L’objectif de ces consultations est de clarifier la loi existante, mais une proposition alternative, potentiellement controversée, a récemment fait l’objet de l’attention des médias. En mai, le député libéral Andrew Housefather a déposé un projet de loi privé à la Chambre des communes qui légaliserait les paiements versés aux mères porteuses qui sont de tierces parties.
M. Housefather, qui préside le comité de la justice de la Chambre des Communes, a présentement l’appui du caucus féminin du Parti libéral. Le projet de loi, C-404, n’a pas encore donné lieu à une première lecture à la Chambre des Communes. Il existe des arguments solides à la fois pour et contre le paiement des mères porteuses : 40 États américains le permettent actuellement. Au Canada, cependant, le rôle de la mère porteuse a été perçu comme un service hautement altruiste.

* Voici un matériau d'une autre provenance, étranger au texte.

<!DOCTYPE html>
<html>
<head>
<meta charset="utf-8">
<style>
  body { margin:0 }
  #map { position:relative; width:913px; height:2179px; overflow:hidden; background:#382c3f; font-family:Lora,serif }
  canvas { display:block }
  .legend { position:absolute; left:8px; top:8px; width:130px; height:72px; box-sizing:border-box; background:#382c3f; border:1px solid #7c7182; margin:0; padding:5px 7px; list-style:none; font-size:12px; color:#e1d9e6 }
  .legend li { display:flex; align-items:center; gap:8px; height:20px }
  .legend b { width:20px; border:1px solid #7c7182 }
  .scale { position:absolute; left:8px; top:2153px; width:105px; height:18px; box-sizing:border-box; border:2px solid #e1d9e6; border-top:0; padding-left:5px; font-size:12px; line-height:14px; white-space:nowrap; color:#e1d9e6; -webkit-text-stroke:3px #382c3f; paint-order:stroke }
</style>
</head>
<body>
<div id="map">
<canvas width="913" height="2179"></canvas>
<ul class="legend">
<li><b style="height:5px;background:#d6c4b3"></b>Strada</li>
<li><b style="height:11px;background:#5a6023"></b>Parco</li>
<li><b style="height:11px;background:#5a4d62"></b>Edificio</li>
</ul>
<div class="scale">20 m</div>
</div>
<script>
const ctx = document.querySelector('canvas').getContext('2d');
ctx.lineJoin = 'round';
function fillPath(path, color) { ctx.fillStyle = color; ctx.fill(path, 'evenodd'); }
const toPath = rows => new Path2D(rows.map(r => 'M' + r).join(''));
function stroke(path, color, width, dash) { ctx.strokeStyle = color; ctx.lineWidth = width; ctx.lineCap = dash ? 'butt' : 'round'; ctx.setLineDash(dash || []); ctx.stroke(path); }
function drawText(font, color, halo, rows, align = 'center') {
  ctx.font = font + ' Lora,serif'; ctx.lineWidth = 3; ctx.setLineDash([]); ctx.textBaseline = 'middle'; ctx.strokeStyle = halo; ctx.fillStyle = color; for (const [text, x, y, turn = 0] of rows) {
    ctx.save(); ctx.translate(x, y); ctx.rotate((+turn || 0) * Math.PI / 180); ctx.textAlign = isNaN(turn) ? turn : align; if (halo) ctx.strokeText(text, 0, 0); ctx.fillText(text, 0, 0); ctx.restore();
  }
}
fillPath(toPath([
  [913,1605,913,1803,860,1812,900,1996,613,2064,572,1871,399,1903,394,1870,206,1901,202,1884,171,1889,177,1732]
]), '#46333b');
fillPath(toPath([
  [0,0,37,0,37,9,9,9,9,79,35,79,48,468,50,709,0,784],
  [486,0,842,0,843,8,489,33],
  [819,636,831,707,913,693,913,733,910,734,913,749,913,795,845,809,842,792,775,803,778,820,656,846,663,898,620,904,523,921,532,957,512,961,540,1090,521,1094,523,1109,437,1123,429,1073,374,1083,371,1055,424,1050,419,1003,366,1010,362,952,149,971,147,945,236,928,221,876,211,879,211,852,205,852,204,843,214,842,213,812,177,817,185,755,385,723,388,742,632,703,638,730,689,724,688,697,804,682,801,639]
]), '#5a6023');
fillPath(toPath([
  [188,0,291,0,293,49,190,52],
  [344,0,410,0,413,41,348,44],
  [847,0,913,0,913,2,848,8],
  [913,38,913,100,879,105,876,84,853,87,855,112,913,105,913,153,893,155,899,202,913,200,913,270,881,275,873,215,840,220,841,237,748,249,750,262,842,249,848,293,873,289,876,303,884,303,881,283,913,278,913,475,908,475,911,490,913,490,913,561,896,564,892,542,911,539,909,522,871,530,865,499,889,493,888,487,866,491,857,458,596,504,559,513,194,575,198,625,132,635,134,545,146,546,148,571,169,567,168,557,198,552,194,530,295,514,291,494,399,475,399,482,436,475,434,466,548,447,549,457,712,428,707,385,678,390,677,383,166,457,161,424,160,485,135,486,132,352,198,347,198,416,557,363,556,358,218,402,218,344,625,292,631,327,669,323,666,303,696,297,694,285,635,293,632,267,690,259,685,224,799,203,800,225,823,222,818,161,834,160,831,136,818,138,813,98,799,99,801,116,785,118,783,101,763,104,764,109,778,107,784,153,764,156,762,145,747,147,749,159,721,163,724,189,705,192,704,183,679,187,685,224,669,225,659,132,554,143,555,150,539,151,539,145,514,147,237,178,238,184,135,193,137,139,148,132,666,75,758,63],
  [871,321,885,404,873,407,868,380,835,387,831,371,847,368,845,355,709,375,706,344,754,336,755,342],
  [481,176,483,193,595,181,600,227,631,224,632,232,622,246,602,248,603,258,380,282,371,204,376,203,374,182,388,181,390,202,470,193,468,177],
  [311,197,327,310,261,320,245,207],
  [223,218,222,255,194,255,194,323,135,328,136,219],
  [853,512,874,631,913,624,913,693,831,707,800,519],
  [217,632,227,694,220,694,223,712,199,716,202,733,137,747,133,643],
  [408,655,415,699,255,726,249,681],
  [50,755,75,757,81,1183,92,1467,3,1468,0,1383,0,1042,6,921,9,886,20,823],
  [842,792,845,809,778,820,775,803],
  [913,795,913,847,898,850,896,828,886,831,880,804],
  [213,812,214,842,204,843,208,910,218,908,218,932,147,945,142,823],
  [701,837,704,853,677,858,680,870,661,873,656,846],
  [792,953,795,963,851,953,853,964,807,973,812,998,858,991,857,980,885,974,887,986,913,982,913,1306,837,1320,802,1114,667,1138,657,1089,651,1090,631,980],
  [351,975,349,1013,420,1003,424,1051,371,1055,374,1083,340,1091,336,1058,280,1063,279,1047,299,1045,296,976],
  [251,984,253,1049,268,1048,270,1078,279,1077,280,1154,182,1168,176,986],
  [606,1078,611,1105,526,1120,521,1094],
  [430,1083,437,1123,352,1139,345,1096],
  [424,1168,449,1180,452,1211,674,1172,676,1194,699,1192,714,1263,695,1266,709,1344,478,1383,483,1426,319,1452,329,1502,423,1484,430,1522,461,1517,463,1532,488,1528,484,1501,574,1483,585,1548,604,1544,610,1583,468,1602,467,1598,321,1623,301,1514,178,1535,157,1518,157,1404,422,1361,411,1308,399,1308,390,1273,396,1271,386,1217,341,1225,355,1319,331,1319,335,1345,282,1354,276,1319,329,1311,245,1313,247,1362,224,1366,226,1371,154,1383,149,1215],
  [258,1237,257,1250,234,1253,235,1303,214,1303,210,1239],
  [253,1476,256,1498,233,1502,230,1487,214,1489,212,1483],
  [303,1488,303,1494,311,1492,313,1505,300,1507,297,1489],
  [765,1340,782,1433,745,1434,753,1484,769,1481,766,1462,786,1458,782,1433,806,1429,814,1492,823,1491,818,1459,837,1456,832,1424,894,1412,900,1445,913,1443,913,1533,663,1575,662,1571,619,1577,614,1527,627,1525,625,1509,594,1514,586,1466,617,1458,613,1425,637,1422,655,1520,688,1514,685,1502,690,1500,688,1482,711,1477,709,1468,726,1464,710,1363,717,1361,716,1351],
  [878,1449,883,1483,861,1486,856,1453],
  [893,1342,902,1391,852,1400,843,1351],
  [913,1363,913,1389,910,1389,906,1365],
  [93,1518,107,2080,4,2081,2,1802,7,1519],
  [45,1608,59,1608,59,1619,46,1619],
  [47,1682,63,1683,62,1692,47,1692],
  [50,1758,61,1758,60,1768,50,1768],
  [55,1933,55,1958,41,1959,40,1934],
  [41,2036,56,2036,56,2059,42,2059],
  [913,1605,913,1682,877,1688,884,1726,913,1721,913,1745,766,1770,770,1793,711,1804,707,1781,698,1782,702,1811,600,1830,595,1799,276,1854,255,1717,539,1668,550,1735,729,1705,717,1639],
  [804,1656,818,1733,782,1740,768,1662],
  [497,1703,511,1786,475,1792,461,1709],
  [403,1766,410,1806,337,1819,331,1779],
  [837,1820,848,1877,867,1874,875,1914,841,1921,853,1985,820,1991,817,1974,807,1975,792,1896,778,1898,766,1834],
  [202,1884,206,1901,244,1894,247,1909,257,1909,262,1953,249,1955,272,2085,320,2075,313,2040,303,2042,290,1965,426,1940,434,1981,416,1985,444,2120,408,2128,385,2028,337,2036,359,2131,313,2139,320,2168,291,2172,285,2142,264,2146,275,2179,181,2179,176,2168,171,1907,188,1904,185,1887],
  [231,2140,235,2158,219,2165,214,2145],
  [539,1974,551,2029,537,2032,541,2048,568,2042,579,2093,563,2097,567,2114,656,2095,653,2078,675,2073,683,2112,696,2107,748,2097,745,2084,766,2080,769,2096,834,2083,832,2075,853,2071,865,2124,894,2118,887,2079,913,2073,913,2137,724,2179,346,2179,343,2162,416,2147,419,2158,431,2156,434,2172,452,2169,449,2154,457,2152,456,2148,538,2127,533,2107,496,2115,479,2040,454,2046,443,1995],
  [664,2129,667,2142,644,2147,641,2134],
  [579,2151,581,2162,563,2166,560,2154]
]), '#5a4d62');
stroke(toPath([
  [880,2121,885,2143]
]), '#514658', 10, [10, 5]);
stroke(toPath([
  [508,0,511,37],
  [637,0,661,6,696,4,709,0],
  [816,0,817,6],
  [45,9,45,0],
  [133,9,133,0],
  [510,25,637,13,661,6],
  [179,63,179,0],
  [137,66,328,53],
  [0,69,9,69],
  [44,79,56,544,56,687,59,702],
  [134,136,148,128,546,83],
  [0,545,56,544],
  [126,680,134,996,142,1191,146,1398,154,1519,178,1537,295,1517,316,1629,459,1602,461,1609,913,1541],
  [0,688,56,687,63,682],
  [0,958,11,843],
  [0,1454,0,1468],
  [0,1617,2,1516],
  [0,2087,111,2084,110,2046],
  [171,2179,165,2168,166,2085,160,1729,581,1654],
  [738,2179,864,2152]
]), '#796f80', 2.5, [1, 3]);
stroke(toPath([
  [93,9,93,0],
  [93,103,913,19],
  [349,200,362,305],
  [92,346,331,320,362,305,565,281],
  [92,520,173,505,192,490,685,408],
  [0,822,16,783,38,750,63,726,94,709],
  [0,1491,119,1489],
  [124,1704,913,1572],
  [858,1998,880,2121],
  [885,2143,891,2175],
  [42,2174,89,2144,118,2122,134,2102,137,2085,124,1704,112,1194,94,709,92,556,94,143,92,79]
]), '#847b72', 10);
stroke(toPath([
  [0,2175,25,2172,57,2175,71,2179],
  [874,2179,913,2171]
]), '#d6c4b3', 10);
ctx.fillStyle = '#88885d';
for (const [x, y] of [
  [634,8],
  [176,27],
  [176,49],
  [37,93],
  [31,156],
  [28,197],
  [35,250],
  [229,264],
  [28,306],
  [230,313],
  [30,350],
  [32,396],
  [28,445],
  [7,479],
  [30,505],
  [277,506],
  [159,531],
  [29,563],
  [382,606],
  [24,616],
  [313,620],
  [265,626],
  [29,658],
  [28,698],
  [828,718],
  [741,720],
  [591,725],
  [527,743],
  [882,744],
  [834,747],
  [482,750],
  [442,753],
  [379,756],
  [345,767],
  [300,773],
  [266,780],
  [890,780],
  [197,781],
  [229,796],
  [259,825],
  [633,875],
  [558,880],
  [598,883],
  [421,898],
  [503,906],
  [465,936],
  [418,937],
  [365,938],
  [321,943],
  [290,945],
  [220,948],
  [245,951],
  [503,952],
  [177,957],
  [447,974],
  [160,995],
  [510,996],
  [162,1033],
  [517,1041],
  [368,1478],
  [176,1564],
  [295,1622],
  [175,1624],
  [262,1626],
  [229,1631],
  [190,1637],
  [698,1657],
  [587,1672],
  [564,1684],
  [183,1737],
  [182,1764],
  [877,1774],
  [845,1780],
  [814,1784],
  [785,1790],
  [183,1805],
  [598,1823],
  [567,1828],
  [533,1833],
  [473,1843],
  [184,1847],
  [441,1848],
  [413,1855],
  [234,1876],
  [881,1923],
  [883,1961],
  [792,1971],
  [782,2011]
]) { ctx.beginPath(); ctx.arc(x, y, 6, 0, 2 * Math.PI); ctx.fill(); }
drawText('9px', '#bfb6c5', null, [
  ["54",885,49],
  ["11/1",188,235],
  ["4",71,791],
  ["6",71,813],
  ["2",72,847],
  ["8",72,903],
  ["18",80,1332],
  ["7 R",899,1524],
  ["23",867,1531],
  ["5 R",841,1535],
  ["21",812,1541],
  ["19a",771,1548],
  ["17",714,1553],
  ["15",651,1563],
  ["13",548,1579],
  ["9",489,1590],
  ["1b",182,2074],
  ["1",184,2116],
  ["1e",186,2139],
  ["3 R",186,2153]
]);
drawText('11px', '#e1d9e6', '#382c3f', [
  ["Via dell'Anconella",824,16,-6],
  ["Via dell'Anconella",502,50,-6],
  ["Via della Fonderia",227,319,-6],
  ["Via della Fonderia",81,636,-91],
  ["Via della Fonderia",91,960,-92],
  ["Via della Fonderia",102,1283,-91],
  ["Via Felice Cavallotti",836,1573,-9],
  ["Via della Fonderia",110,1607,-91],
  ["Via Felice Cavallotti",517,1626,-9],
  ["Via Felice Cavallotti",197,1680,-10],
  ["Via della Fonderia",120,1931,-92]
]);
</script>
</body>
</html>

De nombreux observateurs trouvent que Santé Canada ne va pas assez loin dans le règlement actuellement proposé en ce qui concerne le paiement pour la maternité de substitution, qui a le potentiel de devenir un terrain politiquement miné. Après l’annonce en octobre, l’expert en bioéthique de l’Université de Toronto Kerry Bowman a déclaré à la CBC : « Nous pourrions avoir des femmes prisonnières de situations de pauvreté, qui le font, non pas parce qu’elles veulent mettre leur corps en jeu, mais parce qu’elles ont bel et bien besoin d’argent. » Il fait remarquer que l’Inde et la Thaïlande ont rendu illégaux les services de maternité de substitution commerciaux, bien que des publicités faisant la promotion de cliniques de fertilité mexicaines prolifèrent sur Internet.
L’ABC et l’ABO ont toutes deux pressé tous les ordres de gouvernement à combler les lacunes de la loi actuelle sur les techniques de procréation assistée, particulièrement quand elles affectent la composition familiale – notamment pour les personnes célibataires, les couples LGBT et les personnes ayant des problèmes de fertilité.
Les consultations sur le nouveau règlement proposé prendront fin le 10 janvier 2019.